The dataset that we use is called [Sherlock Holmes Stories](https://www.kaggle.com/datasets/idevji1/sherlock-holmes-stories) which is a collection of 67 files that contain Sherlock Holmes stories in a txt format

In [50]:
data_path = 'dataset/sherlock/'


def read_sh(data_path):
    txt = []
    file_paths = glob.glob(os.path.join(data_path, '*'))

    for file_path in file_paths:
        with open(file_path) as f:
            for line in f:
                line = line.strip()
                if line == '----------':
                    break
                if line:
                    txt.append(line)

    return txt


sherlock_stories = read_sh(data_path)
print(f"Number of lines: {len(sherlock_stories)}")

Number of lines: 215021


## Data Cleaning
To feed the data into our HMM model we need to clean it up. 
1. We convert all characters to lower
2. Remove special characters and replace it with '' (empty string) using regex
3. Convert the lines into tokens
4. Save only the tokens that are alphanumeric values

In [51]:
nltk.download('punkt')
def clean_data(data):
    cleaned_data = []
    for line in data:
        line = line.lower()
        line = re.sub(r"[,.\"\'!@#$%^&*(){}?/;`~:<>+=-\\]", "",line)  # Replaces all the given characters with empty string ""
        tokens = word_tokenize(line)
        words = [word for word in tokens if word.isalpha()]
        cleaned_data+=words
    return cleaned_data

cleaned_stories=clean_data(sherlock_stories)
print(f"Number of words: {len(cleaned_stories)}")

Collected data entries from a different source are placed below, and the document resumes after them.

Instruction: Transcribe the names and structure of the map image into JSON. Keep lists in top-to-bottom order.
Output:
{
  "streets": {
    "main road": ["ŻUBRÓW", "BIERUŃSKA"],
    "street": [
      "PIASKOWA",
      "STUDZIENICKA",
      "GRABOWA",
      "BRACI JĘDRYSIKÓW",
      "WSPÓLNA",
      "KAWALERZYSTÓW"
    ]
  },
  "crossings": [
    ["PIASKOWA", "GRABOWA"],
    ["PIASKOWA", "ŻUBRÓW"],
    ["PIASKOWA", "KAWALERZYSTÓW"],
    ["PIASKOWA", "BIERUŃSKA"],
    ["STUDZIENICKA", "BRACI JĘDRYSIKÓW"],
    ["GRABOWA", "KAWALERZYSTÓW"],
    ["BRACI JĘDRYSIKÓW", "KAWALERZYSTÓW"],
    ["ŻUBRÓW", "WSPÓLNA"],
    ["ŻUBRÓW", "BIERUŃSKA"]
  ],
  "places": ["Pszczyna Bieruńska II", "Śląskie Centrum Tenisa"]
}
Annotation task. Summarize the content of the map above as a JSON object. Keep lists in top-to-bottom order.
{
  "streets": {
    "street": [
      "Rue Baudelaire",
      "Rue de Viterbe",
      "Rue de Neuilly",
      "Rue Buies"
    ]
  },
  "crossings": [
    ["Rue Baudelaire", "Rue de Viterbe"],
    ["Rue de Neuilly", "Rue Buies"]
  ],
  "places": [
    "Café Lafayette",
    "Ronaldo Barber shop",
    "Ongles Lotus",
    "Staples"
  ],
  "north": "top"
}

[nltk_data] Downloading package punkt to C:\Users\Nifdi
[nltk_data]     Guliyev\AppData\Roaming\nltk_data...
[nltk_data]   Package punkt is already up-to-date!


Number of words: 2332110


## The HMM Model

**Prepare the Empty Model**: Start with an empty book where you'll jot down how words tend to follow each other.

**Read the Data**: Go through the cleaned data word by word (or element by element).

**Create State Pairs**: For each word, pick the current word and the word that comes after it. This pair is your "current state" and "next state". Imagine you're looking at two words at a time.

**Count Transitions**: Keep track of how many times you've seen each pair of words as you read through the data. This helps you understand which words tend to follow others.

**Calculate Probabilities**: After reading the data, go back to each pair of words you saw and calculate the chances of going from the current word to the next word. It's like figuring out how often each transition happens.

**Done!**: Your book now has information about which words often come after other words. This can help you make new sentences that sound like the original data.

Let's use a simple example to illustrate:

Suppose we have cleaned data: `['A', 'B', 'C', 'A', 'B', 'D']` and we're creating a Markov model with an n_gram of 2.

* You start with an empty book (dictionary).
* You read the data in pairs: `('A', 'B')`, `('B', 'C')`, `('C', 'A')`, `('A', 'B')`, `('B', 'D')`.
* You count the transitions: `('A', 'B')` appears twice, `('B', 'C')` appears once, `('C', 'A')` appears once, and so on.
* You calculate the probabilities: `('A', 'B')` has a 100% chance (2 out of 2 times), `('B', 'C')` has 100% chance (1 out of 1 time), and so on.
Your book now looks like:

`{'A': {'B': 1.0},
  'B': {'C': 1.0, 'D': 0.5, 'A': 0.5},
  'C': {'A': 1.0}}`
  
This means that if you start with 'A', you'll probably go to 'B'. If you start with 'B', you might go to 'C' or 'D'. If you start with 'C', you'll probably go to 'A'. This information helps you generate new sequences that are likely to sound similar to the original data.

In [52]:
def markov_model_builder(cleaned_data, n_gram=2):
    markov_model = {}
    for i in range(len(cleaned_data)-n_gram-1):
        current_state, next_state = '', ''
        for j in range(n_gram):
            current_state += cleaned_data[i+j] + ' '
            next_state += cleaned_data[i+j+n_gram] + ' '
        current_state  = current_state[:-1]
        next_state = next_state[:-1]
        
        if current_state not in markov_model:
            markov_model[current_state] = {}
            markov_model[current_state][next_state] = 1
        else:
            if next_state in markov_model[current_state]:
                markov_model[current_state][next_state] += 1
            else:
                markov_model[current_state][next_state] = 1
        
    for current_state, transition in markov_model.items():
        total = sum(transition.values())
        for state, count in transition.items():
            markov_model[current_state][state] = count/total
    
    return markov_model

In [53]:
markov_model = markov_model_builder(cleaned_stories)

In [54]:
print(f"Number of states: {len(markov_model)}")

Number of states: 208670


In [55]:
print(f"All possible transitions from 'i am' state: \n {markov_model['i am']}")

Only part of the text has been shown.